_TASK_: An exact copy of every entry below is required, and no picture may appear in it.

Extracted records
--
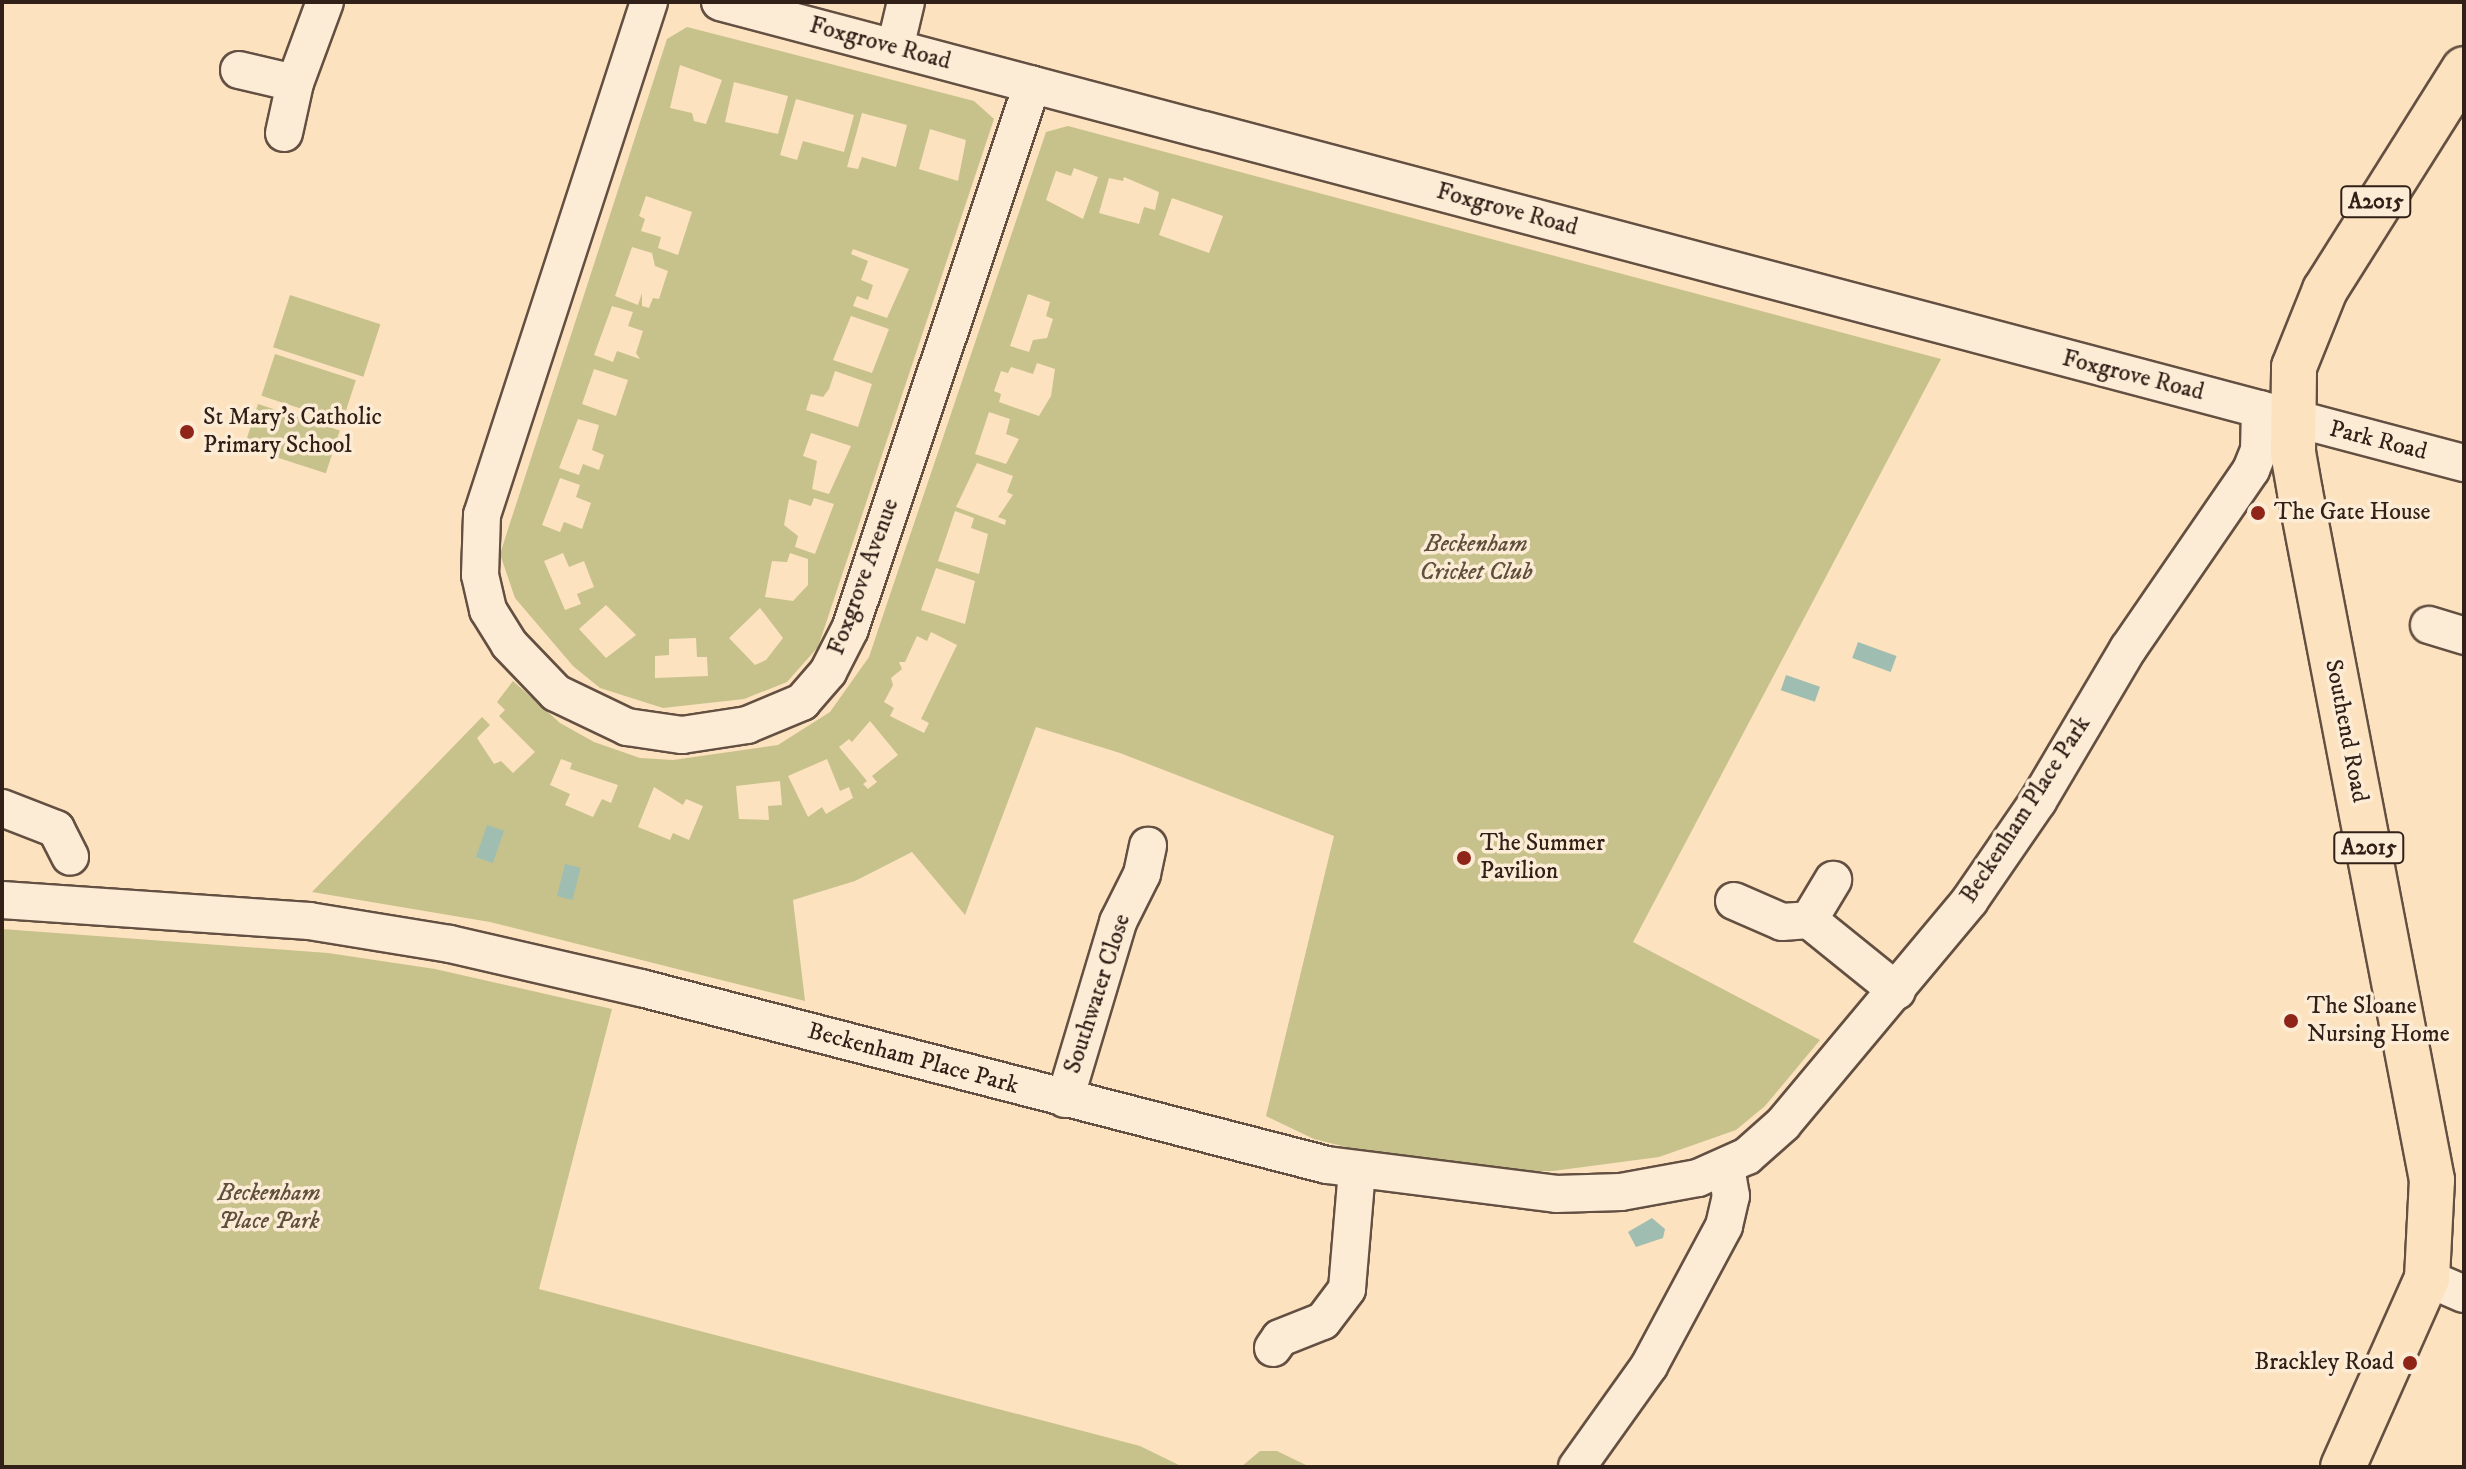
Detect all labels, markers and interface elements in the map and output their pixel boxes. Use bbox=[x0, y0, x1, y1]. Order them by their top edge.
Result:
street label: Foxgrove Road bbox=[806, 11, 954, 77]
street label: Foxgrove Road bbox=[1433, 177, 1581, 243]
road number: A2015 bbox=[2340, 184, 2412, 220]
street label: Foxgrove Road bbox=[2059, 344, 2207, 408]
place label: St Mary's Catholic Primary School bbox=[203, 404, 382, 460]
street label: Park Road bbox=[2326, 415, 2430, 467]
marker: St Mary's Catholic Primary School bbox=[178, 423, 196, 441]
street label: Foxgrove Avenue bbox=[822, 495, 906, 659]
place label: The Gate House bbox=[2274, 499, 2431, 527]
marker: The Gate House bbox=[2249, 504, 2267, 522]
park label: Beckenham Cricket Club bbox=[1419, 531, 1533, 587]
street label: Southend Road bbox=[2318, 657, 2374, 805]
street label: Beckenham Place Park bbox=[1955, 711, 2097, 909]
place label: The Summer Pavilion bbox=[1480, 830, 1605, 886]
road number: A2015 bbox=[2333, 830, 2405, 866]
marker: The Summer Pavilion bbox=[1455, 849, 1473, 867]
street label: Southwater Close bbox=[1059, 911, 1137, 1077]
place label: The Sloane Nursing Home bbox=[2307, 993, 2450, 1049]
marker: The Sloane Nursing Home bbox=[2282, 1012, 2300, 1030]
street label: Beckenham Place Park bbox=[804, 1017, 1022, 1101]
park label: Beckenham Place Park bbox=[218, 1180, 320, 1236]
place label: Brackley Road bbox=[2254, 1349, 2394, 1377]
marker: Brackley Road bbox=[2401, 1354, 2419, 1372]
--
_RESPONSE BELOW_:
Detect all labels, markers and interface elements in the map and output their pixel boxes. Use bbox=[x0, y0, x1, y1]. Order them by their top edge.
Result:
street label: Foxgrove Road bbox=[806, 11, 954, 77]
street label: Foxgrove Road bbox=[1433, 177, 1581, 243]
road number: A2015 bbox=[2340, 184, 2412, 220]
street label: Foxgrove Road bbox=[2059, 344, 2207, 408]
place label: St Mary's Catholic Primary School bbox=[203, 404, 382, 460]
street label: Park Road bbox=[2326, 415, 2430, 467]
marker: St Mary's Catholic Primary School bbox=[178, 423, 196, 441]
street label: Foxgrove Avenue bbox=[822, 495, 906, 659]
place label: The Gate House bbox=[2274, 499, 2431, 527]
marker: The Gate House bbox=[2249, 504, 2267, 522]
park label: Beckenham Cricket Club bbox=[1419, 531, 1533, 587]
street label: Southend Road bbox=[2318, 657, 2374, 805]
street label: Beckenham Place Park bbox=[1955, 711, 2097, 909]
place label: The Summer Pavilion bbox=[1480, 830, 1605, 886]
road number: A2015 bbox=[2333, 830, 2405, 866]
marker: The Summer Pavilion bbox=[1455, 849, 1473, 867]
street label: Southwater Close bbox=[1059, 911, 1137, 1077]
place label: The Sloane Nursing Home bbox=[2307, 993, 2450, 1049]
marker: The Sloane Nursing Home bbox=[2282, 1012, 2300, 1030]
street label: Beckenham Place Park bbox=[804, 1017, 1022, 1101]
park label: Beckenham Place Park bbox=[218, 1180, 320, 1236]
place label: Brackley Road bbox=[2254, 1349, 2394, 1377]
marker: Brackley Road bbox=[2401, 1354, 2419, 1372]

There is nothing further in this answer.